Seller shall submit all documentation, including but not limited to drawings, inspections and test records, electronically through TAS’ Document Control process. At a minimum, Seller shall submit all documentation required by TAS’ Commodity Documentation Requirements as applicable. Each submittal must contain a document number, document title, document revision number, document revision date, project name, project number, vendor name, purchase order number, equipment or tag number, and contact information. All documentation required by this purchase order must be submitted electronically to TAS Document Control at: documentcontrol@tas.com. If multiple documents are supplied, the project number and TAS part number should be written on each document. TAS’s review and approval of Seller’s submittals does not relieve or modify Seller’s responsibility for compliance with this Agreement. Seller is liable for damages caused by differences in Seller’s submittals and the equipment Seller provides, including but not limited to dimensional differences. If Seller desires to make any exception or deviation to the specifications or other requirements of this Agreement, Seller must specifically list these as exceptions and deviations in a table format that lists the applicable requirement and Seller’s proposed alternate, and this table must be accepted by Buyer in writing. Seller acknowledges that TAS has certain bi-weekly or monthly status reporting requirements. Seller hereby agrees to provide TAS any information reasonably requested by TAS to be included in such bi-weekly/monthly reports.

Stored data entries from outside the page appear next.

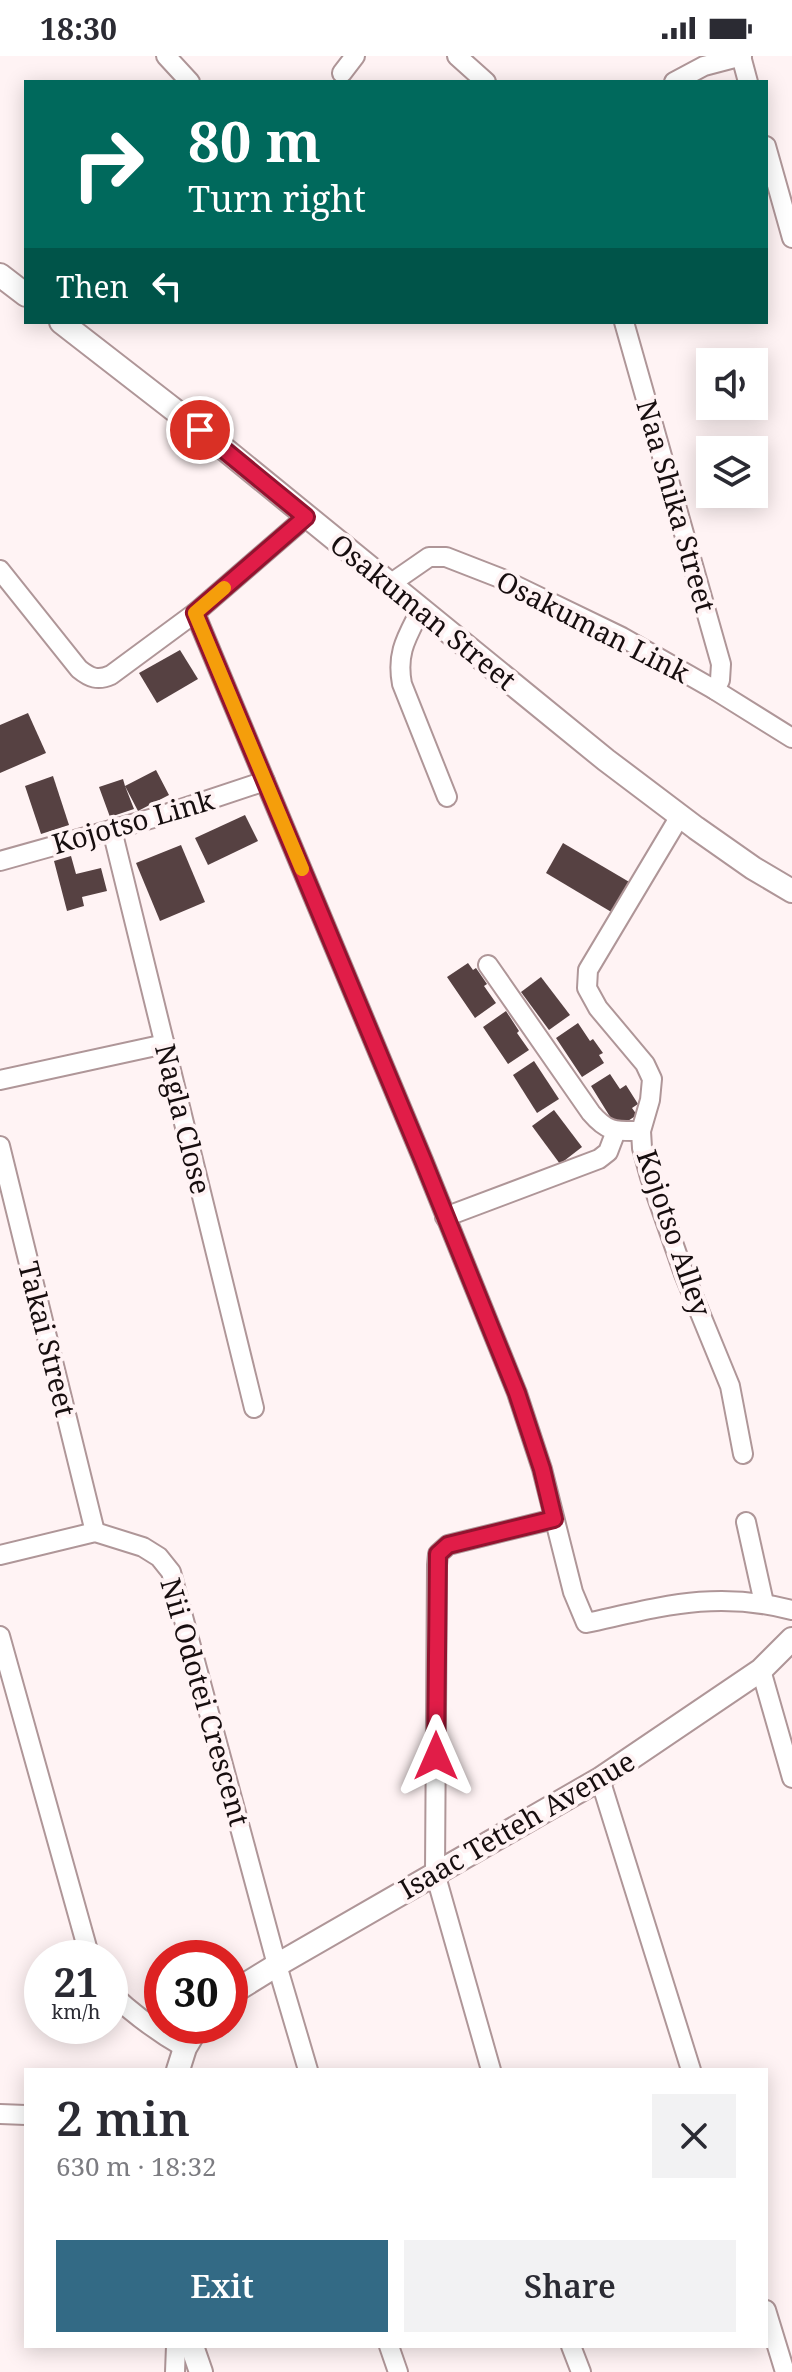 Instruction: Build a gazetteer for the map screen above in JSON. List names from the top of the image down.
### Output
{
  "streets": {
    "street": [
      "Naa Shika Street",
      "Osakuman Street",
      "Osakuman Link",
      "Kojotso Link",
      "Nagla Close",
      "Kojotso Alley",
      "Takai Street",
      "Nii Odotei Crescent",
      "Isaac Tetteh Avenue"
    ]
  },
  "crossings": [
    ["Naa Shika Street", "Osakuman Link"],
    ["Osakuman Street", "Osakuman Link"],
    ["Osakuman Street", "Kojotso Alley"],
    ["Kojotso Link", "Nagla Close"],
    ["Takai Street", "Nii Odotei Crescent"],
    ["Nii Odotei Crescent", "Isaac Tetteh Avenue"]
  ],
  "page": {
    "status": "18:30",
    "turn": ["80 m", "Turn right"],
    "then": "Then",
    "speed": "21 km/h",
    "limit": "30",
    "heading": ["2 min", "630 m · 18:32"],
    "buttons": ["Exit", "Share"]
  }
}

If Seller or any of its vendors visit the TAS’ facility or jobsite(s), all such personnel shall comply with TAS’ Safety Requirements and Drug and Alcohol Program Requirements, which will be made available to Seller upon request.


The TAS shall have the right at any time, upon written notification to Seller, to suspend performance of all or of any portion of the Work.  Upon receipt of such notice, the Seller shall, unless the TAS’ notice requires otherwise, to promptly:

    1. cease all work on the suspended part of the Work on the effective date of suspension, and thereafter perform only such work on the suspended part as may be necessary to properly protect and secure the Work (all the while guaranteeing the possible technical resumption of the Work), wherever located; continue to execute the remainder of the Work not affected by such suspension notice;
    2. to the extent specified in the suspension notice, place no further orders subcontracts or other agreements except as may be necessary for completion of such portion of the Work that is not suspended;
    3. suspend on the best terms possible all of his sub-orders, subcontracts or other agreements except as may be necessary for completion of such portion of the Work that is not suspended; and.
    4. use his best efforts to mitigate the costs and other consequences arising out of such suspension.


TAS and Seller acknowledge that the ultimate owner of the Goods is intended to be a third-party beneficiary of this Agreement. The ultimate owner of the Goods shall not be deemed by virtue of this Agreement or otherwise to have any contractual obligation to or relationship with Seller. Seller shall be solely responsible for paying each subcontractor for services, equipment, material or supplies in connection with the Work.


Seller agrees that, in the event of a product shortage, Seller will fulfill Agreements no less favorably than any other Seller customer. Seller will provide TAS with as much notice as possible if it anticipates or has reason to believe that Seller’s output of the goods will not be sufficient to meet all of TAS’ requirements for any period.


Seller agrees to continuously supply the products comprising the Goods for a period of five (5) years following the date of first shipment under a purchase order unless the parties agree otherwise in writing. After the end of this five (5) year period, Seller must give TAS at least nine (9) months’ prior written notice to discontinue manufacture of the products.